Until recently, Sandra Alex (not real name) thought her husband was cheating on her. Perhaps, he gave the room for suspicion.
Sandra was a housewife while her husband worked in one of the new generation banks on Victoria Island, Lagos.
Anytime he returned from work, he would have a shower, eat his dinner, have a few chat with her and then grabbed his smartphone.
“I would see him smiling while chatting with some friends, who I suspected to be ladies,” Sandra told Saturday Royal during an interview.
By the time her husband was done chatting with friends on the social media, either she had slept or he had become too tired for conversation. By morning of the following day, he was off to work again.
Sandra said, “His attitude disturbed me for a long time. He is an extrovert and likes hanging out with people. There were times on weekends that he would be away for five hours. I thought he was cheating on me.
But after a while, I reported him to our pastor, who invited both of us for counselling. Apparently, he didn’t realise what he was doing was bad. He apologised to me and promised to change.”
Since then, Sandra told our correspondent her husband now spent much time with her and not with his smartphone anytime he returned from work and during weekends.
I have got a job now, though. So I don’t feel bored like when I was a housewife,” she added.
Infidelity can be devastating for most couples. Not every marriage survives the fallout. It can rob a couple of their joy, relationship and identity. It can damage many things. Cheating is forbidden in most societies, yet it is universally practised.
Is there such a thing as an affair-proof marriage? Is it possible to love more than one person at once?

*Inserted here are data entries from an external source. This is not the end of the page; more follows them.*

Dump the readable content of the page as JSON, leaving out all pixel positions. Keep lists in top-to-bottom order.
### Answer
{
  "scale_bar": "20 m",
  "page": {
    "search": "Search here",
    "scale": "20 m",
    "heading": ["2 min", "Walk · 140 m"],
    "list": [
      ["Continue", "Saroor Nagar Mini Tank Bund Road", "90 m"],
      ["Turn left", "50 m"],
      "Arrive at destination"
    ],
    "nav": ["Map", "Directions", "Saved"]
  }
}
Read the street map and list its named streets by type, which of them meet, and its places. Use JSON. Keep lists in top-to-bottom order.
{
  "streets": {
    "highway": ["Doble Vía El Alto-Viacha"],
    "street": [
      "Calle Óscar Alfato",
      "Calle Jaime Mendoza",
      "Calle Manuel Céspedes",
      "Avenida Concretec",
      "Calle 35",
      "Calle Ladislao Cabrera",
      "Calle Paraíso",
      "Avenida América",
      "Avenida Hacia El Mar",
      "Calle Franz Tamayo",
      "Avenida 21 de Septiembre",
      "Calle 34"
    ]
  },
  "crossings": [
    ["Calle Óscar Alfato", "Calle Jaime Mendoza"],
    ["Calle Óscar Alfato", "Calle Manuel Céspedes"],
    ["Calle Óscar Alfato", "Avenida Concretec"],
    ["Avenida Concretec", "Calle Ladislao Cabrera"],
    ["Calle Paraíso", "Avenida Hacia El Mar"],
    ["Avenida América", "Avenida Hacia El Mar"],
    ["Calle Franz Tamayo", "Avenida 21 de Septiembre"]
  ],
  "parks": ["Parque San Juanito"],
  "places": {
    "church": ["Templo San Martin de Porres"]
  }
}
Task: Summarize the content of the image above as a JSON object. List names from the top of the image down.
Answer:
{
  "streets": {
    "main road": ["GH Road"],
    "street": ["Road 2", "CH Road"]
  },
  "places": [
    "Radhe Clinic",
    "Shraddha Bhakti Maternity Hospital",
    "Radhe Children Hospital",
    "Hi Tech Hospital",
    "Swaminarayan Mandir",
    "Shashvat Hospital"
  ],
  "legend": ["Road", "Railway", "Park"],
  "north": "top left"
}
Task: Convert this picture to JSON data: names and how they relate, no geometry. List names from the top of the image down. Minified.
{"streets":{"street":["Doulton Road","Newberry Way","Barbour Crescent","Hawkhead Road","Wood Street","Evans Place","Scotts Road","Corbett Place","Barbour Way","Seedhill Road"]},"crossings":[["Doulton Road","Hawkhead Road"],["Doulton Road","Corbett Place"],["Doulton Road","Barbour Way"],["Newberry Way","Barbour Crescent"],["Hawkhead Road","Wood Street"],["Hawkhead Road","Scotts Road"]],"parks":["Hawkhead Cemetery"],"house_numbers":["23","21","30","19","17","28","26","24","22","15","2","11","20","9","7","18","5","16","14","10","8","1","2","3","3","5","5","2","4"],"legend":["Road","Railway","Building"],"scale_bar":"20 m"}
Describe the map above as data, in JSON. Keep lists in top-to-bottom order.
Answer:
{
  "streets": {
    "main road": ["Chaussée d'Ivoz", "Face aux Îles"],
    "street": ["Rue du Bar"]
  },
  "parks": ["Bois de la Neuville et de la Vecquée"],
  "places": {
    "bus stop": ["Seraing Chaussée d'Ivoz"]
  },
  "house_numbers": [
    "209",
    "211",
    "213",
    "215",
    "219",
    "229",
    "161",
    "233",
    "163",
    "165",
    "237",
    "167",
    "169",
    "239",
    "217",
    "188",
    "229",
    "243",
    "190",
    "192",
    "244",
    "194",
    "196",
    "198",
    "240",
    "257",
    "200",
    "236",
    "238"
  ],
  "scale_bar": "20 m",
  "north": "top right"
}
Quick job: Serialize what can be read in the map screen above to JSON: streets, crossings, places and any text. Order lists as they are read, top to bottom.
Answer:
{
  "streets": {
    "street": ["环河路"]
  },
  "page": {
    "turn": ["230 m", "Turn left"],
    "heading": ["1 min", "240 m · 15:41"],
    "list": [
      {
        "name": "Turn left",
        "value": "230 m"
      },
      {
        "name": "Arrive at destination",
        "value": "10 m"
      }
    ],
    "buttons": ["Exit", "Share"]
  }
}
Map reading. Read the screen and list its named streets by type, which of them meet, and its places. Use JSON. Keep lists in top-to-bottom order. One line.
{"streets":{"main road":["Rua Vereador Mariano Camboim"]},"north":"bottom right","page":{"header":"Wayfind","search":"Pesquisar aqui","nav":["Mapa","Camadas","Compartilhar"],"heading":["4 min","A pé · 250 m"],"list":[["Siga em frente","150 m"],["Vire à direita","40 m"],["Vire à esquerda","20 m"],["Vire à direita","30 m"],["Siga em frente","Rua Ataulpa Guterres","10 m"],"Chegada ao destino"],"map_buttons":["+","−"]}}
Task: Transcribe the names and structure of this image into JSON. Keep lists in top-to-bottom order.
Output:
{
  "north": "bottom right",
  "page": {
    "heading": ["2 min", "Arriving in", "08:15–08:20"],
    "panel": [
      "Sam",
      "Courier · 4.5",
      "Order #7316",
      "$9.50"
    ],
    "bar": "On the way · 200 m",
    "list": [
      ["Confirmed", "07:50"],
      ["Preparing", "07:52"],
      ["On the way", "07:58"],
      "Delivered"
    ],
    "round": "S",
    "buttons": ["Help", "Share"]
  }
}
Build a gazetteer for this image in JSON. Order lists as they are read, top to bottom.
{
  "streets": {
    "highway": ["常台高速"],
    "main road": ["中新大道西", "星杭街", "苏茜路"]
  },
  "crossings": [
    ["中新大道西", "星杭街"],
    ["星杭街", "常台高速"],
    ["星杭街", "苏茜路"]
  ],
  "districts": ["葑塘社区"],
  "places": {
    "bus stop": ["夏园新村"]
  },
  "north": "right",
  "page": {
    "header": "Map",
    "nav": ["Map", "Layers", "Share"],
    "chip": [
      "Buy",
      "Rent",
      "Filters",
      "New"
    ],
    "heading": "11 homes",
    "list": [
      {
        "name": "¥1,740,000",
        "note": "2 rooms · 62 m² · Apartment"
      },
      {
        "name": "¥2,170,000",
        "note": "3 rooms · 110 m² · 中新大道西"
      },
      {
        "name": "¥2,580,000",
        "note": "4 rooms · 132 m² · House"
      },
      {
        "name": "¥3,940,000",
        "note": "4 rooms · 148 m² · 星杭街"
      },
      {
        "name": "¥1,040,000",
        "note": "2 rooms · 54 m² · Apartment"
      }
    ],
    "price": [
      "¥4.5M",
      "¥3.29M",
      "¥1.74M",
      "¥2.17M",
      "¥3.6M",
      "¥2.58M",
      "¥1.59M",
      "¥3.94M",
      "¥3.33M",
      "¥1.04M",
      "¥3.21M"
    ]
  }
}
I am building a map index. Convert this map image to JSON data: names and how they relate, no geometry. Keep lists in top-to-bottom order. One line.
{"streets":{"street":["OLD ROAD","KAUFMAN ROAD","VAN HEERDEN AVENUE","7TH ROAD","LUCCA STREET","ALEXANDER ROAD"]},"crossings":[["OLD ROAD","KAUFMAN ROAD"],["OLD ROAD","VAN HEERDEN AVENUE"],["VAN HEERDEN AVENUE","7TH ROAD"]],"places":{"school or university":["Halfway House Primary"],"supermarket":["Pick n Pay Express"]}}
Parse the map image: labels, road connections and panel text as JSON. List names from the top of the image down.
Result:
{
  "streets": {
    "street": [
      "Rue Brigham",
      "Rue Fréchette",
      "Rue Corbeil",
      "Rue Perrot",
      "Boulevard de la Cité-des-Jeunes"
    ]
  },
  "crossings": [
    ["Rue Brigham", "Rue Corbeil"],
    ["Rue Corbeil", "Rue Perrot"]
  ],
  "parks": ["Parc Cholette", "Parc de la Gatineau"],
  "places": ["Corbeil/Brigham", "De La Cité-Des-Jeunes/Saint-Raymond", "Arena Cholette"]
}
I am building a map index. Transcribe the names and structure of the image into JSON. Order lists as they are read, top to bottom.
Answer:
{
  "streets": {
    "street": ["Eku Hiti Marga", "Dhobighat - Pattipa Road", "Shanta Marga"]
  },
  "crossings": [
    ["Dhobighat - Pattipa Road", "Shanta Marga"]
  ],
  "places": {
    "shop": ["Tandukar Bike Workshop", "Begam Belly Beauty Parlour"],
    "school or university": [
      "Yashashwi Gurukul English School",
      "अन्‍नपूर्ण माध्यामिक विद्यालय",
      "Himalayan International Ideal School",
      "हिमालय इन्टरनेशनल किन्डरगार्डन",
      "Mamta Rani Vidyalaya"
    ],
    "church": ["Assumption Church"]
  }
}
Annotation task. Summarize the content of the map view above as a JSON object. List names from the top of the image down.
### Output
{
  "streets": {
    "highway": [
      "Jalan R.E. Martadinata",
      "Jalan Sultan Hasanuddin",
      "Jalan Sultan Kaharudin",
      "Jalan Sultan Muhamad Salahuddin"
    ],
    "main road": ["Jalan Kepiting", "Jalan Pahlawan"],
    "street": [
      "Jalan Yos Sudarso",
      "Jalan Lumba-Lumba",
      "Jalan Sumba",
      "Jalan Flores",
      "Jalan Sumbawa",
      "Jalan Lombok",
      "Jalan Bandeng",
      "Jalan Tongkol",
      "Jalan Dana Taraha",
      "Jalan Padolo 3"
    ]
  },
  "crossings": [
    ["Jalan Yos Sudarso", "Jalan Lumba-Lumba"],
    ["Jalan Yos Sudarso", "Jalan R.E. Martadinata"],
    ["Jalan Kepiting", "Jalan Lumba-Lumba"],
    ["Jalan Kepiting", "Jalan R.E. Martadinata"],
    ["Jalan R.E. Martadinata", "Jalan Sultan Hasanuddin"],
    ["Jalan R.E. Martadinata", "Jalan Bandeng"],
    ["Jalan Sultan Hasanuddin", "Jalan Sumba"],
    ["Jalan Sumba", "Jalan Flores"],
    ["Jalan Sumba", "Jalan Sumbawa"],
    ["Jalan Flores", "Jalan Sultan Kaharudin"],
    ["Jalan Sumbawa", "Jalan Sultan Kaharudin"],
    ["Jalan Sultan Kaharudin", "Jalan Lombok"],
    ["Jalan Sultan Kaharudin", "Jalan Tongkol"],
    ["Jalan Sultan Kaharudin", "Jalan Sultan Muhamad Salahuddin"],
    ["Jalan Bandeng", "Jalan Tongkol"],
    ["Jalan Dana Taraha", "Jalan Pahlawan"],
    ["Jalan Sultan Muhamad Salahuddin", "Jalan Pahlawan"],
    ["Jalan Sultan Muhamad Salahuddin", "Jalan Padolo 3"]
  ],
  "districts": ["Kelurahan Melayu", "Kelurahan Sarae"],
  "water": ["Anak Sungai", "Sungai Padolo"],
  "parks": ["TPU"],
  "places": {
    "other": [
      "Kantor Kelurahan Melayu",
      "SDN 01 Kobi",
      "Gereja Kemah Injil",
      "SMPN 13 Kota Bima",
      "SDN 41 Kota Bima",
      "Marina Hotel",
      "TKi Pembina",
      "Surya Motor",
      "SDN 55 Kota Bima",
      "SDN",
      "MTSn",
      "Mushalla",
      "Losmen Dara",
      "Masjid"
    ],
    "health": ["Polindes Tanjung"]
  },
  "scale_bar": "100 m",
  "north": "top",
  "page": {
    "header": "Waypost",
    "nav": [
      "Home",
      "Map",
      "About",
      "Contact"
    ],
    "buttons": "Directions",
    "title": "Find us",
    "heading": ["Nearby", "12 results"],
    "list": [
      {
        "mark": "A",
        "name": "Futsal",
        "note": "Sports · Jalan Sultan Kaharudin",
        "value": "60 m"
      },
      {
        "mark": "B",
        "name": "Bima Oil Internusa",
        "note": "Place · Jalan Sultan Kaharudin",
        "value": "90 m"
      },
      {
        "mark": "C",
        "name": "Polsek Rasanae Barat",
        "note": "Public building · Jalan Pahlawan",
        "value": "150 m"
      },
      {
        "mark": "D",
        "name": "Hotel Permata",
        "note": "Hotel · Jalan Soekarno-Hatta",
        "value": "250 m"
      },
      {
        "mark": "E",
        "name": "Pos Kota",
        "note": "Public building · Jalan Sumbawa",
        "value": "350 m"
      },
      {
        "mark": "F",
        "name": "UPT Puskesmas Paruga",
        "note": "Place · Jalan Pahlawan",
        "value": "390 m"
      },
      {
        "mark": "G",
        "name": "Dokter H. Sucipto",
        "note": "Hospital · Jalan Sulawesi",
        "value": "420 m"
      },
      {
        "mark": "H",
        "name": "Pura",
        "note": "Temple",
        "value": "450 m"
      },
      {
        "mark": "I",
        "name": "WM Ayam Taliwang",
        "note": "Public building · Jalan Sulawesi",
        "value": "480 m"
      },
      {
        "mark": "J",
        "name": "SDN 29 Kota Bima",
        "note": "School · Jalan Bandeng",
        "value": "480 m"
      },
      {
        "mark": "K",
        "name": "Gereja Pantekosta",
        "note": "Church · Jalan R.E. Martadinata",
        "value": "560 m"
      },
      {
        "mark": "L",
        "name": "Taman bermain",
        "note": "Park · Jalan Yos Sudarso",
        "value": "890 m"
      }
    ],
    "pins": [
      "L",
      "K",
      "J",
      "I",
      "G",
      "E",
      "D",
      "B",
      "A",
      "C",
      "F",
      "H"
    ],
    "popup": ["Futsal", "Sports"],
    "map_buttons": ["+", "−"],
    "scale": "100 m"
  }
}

In a recent study, a relationship expert and assistant professor at the Texas Tech University, US, Dana Weiser – alongside her colleagues – asked hundreds of couples what constituted cheating to them.
Excerpts of the study, published in the Women’s Health Magazine, revealed what couples saw as infidelity, which turned out to be not just about sleeping with someone who is not one’s spouse.
Fantasising about another person
According to Weiser, having fantasies about someone else, that is, wishing you were with someone other than your spouse, is purely cheating.
She stated, “Fantasies enter the infidelity territory when they could lead to unsafe or dishonest behaviour.”
Also, Joshua advised couples to tell their partners what else they could do to make them become more attractive
Being physically intimate with another person
Physical infidelity is self-explanatory and it is perhaps the commonest
Hiding money habits
Since cheating is heavily rooted in secrecy, Weiser explained that failing to inform a partner about financial matters or decisions affecting both parties could be a form of infidelity.
Speaking to Saturday PUNCH, a Lagos-based marriage counsellor, Pastor Yomi Joshua, said it was important for couples not to allow technology ruin their marriages.
He noted that smartphones and social media had taken the place of one-on-one conversation among many couples.